What you should do: Return each line of the data below unchanged, please.

_ _ _ _ _ _ _

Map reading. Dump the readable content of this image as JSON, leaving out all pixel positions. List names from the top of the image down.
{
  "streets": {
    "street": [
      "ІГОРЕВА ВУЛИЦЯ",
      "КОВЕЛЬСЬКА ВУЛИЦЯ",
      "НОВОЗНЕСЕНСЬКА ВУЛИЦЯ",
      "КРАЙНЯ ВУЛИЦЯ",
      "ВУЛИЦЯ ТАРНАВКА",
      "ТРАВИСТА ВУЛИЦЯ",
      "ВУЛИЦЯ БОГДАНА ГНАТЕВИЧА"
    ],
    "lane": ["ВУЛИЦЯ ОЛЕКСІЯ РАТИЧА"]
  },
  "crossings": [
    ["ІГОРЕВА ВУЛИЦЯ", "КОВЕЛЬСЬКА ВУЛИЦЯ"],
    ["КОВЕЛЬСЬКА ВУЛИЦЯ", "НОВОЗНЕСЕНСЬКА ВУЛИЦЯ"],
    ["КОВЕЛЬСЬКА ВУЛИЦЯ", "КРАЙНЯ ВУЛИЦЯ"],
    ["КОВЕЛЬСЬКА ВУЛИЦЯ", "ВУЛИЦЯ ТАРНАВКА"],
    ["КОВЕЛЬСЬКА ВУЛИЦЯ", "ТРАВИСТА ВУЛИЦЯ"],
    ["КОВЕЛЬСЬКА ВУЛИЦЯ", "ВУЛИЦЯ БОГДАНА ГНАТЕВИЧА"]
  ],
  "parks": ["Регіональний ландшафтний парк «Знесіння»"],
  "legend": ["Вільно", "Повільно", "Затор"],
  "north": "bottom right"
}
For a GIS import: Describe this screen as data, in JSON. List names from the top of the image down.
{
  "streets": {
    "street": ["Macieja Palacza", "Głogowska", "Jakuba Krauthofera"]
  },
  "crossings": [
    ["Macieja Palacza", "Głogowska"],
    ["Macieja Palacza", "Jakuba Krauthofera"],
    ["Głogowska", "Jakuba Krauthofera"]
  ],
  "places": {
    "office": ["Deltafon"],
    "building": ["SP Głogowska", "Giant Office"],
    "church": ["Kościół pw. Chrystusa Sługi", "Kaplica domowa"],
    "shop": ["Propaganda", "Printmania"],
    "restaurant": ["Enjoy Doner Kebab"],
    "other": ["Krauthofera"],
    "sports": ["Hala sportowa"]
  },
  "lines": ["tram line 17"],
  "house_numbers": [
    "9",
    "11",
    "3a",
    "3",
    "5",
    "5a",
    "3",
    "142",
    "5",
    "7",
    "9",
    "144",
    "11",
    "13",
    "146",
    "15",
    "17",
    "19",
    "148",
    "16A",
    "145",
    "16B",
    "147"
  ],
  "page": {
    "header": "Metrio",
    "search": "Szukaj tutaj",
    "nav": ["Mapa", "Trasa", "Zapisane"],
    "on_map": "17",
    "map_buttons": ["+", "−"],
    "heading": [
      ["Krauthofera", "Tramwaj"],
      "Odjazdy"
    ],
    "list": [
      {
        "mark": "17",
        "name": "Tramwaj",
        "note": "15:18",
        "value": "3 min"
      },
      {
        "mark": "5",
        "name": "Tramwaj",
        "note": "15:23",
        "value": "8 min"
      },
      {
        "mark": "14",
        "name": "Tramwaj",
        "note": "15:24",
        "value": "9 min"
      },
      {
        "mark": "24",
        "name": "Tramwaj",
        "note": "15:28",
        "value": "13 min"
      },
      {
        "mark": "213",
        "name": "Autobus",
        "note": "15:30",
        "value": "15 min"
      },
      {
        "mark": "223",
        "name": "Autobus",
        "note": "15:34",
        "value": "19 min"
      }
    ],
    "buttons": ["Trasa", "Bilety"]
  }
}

_ _ _ _ _ _ _

Output of the task:
Map reading. Dump the readable content of this image as JSON, leaving out all pixel positions. List names from the top of the image down.
{
  "streets": {
    "street": [
      "ІГОРЕВА ВУЛИЦЯ",
      "КОВЕЛЬСЬКА ВУЛИЦЯ",
      "НОВОЗНЕСЕНСЬКА ВУЛИЦЯ",
      "КРАЙНЯ ВУЛИЦЯ",
      "ВУЛИЦЯ ТАРНАВКА",
      "ТРАВИСТА ВУЛИЦЯ",
      "ВУЛИЦЯ БОГДАНА ГНАТЕВИЧА"
    ],
    "lane": ["ВУЛИЦЯ ОЛЕКСІЯ РАТИЧА"]
  },
  "crossings": [
    ["ІГОРЕВА ВУЛИЦЯ", "КОВЕЛЬСЬКА ВУЛИЦЯ"],
    ["КОВЕЛЬСЬКА ВУЛИЦЯ", "НОВОЗНЕСЕНСЬКА ВУЛИЦЯ"],
    ["КОВЕЛЬСЬКА ВУЛИЦЯ", "КРАЙНЯ ВУЛИЦЯ"],
    ["КОВЕЛЬСЬКА ВУЛИЦЯ", "ВУЛИЦЯ ТАРНАВКА"],
    ["КОВЕЛЬСЬКА ВУЛИЦЯ", "ТРАВИСТА ВУЛИЦЯ"],
    ["КОВЕЛЬСЬКА ВУЛИЦЯ", "ВУЛИЦЯ БОГДАНА ГНАТЕВИЧА"]
  ],
  "parks": ["Регіональний ландшафтний парк «Знесіння»"],
  "legend": ["Вільно", "Повільно", "Затор"],
  "north": "bottom right"
}
For a GIS import: Describe this screen as data, in JSON. List names from the top of the image down.
{
  "streets": {
    "street": ["Macieja Palacza", "Głogowska", "Jakuba Krauthofera"]
  },
  "crossings": [
    ["Macieja Palacza", "Głogowska"],
    ["Macieja Palacza", "Jakuba Krauthofera"],
    ["Głogowska", "Jakuba Krauthofera"]
  ],
  "places": {
    "office": ["Deltafon"],
    "building": ["SP Głogowska", "Giant Office"],
    "church": ["Kościół pw. Chrystusa Sługi", "Kaplica domowa"],
    "shop": ["Propaganda", "Printmania"],
    "restaurant": ["Enjoy Doner Kebab"],
    "other": ["Krauthofera"],
    "sports": ["Hala sportowa"]
  },
  "lines": ["tram line 17"],
  "house_numbers": [
    "9",
    "11",
    "3a",
    "3",
    "5",
    "5a",
    "3",
    "142",
    "5",
    "7",
    "9",
    "144",
    "11",
    "13",
    "146",
    "15",
    "17",
    "19",
    "148",
    "16A",
    "145",
    "16B",
    "147"
  ],
  "page": {
    "header": "Metrio",
    "search": "Szukaj tutaj",
    "nav": ["Mapa", "Trasa", "Zapisane"],
    "on_map": "17",
    "map_buttons": ["+", "−"],
    "heading": [
      ["Krauthofera", "Tramwaj"],
      "Odjazdy"
    ],
    "list": [
      {
        "mark": "17",
        "name": "Tramwaj",
        "note": "15:18",
        "value": "3 min"
      },
      {
        "mark": "5",
        "name": "Tramwaj",
        "note": "15:23",
        "value": "8 min"
      },
      {
        "mark": "14",
        "name": "Tramwaj",
        "note": "15:24",
        "value": "9 min"
      },
      {
        "mark": "24",
        "name": "Tramwaj",
        "note": "15:28",
        "value": "13 min"
      },
      {
        "mark": "213",
        "name": "Autobus",
        "note": "15:30",
        "value": "15 min"
      },
      {
        "mark": "223",
        "name": "Autobus",
        "note": "15:34",
        "value": "19 min"
      }
    ],
    "buttons": ["Trasa", "Bilety"]
  }
}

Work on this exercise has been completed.